Task to carry out: How many lines in the records below hold the string "fillStyle"? Please answer with the number and nothing more.

Materials provided:
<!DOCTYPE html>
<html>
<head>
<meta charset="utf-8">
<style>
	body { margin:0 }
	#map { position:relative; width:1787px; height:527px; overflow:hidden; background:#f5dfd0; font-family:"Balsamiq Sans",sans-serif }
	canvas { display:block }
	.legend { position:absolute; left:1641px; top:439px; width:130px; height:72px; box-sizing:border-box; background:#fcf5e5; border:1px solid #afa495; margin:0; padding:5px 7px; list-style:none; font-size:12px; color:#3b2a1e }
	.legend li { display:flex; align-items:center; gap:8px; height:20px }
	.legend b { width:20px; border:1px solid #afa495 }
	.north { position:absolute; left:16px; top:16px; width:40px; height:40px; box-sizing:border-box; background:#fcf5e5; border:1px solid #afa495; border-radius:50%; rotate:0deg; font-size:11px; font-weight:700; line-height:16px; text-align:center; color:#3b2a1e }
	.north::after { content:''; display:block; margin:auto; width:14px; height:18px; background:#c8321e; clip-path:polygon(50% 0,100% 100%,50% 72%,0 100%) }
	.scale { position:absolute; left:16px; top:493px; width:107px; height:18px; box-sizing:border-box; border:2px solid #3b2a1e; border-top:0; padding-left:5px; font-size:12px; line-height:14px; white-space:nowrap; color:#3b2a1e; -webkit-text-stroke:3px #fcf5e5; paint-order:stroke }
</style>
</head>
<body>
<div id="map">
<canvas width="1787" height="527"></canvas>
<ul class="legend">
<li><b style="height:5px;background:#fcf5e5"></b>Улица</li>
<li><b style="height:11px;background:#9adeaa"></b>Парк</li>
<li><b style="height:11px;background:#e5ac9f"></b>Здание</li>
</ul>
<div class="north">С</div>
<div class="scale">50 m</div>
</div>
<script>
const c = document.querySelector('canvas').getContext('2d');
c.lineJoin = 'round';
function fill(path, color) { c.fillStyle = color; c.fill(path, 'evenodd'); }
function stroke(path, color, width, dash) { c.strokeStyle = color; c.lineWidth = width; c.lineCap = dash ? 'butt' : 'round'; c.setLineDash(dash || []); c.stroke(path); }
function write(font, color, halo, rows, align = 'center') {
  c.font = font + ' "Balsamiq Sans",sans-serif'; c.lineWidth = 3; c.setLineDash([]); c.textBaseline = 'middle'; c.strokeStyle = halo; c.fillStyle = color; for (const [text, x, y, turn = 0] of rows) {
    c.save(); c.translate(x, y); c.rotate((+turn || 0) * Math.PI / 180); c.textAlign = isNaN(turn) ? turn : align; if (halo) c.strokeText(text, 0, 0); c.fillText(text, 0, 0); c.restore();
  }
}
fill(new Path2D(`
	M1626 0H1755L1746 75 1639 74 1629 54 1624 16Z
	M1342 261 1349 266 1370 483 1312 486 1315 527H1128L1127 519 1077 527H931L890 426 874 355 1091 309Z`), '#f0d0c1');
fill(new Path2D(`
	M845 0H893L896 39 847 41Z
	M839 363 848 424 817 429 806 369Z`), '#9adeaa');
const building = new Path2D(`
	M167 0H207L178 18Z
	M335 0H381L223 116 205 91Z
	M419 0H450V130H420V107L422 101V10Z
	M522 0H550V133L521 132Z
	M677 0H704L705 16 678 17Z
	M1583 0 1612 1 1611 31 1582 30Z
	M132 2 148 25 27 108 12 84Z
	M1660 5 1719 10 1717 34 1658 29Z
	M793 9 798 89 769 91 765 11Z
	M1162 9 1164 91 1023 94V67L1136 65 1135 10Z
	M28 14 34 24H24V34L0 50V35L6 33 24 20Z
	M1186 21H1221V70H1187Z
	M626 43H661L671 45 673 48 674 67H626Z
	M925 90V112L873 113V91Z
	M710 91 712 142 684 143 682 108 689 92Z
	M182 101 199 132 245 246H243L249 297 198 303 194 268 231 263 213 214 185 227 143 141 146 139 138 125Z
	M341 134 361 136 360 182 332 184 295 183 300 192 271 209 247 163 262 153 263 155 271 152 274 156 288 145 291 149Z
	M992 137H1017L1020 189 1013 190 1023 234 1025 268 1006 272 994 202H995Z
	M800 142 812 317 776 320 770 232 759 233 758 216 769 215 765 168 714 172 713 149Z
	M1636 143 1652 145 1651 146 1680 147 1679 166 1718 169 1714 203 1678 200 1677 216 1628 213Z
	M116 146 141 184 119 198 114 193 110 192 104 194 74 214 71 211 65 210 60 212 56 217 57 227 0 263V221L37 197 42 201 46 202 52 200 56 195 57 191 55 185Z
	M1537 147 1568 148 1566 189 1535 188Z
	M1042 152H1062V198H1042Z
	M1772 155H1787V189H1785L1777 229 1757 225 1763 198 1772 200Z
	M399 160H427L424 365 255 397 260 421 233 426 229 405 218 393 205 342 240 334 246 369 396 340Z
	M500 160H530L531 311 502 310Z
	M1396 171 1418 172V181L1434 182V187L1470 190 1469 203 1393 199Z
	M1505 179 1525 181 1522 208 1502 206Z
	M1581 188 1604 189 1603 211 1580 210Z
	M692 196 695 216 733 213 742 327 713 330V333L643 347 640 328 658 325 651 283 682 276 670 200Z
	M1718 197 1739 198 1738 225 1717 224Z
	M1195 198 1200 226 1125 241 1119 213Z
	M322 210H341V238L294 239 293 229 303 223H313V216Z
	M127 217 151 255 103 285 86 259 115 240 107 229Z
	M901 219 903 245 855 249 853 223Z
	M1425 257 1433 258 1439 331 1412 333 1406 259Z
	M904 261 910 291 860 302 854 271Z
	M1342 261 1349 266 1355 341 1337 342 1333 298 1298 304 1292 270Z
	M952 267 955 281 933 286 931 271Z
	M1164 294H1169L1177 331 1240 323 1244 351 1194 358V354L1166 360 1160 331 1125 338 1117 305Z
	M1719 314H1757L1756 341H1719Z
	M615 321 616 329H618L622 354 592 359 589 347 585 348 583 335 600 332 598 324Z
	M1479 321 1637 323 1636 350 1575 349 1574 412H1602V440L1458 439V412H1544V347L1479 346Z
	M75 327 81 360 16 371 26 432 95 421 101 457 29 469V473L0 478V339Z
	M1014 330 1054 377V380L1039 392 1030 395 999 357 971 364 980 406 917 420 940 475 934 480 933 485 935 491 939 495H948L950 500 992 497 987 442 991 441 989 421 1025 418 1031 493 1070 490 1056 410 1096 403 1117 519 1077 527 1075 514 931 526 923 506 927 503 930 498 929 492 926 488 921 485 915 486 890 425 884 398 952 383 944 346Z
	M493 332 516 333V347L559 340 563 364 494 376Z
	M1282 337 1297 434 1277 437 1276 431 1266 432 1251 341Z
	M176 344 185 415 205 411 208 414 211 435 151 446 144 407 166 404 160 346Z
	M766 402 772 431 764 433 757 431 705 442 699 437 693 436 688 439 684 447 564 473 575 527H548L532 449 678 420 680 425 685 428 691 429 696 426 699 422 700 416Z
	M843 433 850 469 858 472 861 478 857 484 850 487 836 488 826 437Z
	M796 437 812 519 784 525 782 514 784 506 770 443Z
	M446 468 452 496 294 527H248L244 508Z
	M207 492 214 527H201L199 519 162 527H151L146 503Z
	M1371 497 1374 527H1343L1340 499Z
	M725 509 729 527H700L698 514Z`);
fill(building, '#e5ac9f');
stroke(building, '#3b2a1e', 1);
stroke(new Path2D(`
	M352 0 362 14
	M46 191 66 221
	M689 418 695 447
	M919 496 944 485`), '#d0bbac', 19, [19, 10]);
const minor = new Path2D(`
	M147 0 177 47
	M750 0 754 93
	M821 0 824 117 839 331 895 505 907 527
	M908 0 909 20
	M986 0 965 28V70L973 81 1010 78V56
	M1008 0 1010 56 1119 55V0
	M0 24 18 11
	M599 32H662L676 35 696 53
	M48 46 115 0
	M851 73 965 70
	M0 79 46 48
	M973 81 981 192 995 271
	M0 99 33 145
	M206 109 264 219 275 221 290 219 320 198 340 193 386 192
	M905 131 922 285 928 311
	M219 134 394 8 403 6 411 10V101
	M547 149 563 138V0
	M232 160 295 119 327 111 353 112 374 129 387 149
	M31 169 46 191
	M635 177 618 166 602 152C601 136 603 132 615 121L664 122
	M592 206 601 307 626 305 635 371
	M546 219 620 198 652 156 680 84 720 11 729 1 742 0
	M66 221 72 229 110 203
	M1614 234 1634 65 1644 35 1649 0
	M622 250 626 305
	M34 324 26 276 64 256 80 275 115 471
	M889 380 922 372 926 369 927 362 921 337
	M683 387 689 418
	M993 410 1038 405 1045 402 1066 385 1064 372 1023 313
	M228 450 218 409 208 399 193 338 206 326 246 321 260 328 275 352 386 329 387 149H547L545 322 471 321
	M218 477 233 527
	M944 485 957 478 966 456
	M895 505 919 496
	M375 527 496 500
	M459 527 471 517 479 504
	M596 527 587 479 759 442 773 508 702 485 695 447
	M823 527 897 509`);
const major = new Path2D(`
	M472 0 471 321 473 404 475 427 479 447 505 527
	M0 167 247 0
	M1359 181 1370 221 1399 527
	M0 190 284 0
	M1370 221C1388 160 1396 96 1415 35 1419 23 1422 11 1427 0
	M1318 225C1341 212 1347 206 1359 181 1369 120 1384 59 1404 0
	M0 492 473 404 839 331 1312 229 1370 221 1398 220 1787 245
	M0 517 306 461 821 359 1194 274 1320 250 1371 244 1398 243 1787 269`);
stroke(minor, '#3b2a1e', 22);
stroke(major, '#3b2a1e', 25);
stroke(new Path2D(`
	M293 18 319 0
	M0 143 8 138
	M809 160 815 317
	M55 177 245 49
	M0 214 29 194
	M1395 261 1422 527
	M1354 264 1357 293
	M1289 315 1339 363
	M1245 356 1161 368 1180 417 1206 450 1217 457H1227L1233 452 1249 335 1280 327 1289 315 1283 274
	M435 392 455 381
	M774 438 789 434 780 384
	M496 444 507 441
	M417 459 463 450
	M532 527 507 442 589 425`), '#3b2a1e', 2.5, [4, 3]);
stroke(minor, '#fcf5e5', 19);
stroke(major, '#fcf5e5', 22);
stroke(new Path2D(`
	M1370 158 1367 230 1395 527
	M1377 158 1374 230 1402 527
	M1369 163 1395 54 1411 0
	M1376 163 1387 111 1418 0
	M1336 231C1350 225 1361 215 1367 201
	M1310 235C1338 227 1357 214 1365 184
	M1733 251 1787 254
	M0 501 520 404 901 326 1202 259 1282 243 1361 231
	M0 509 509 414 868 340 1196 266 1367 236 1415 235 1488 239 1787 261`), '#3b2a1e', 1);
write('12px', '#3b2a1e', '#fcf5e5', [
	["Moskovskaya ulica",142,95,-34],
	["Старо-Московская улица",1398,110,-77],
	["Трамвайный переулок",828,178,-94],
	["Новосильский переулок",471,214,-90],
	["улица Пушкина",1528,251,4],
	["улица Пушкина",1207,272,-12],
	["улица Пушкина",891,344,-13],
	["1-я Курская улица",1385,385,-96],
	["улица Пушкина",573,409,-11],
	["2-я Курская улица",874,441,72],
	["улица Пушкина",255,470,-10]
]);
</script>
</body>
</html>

Answer box: 2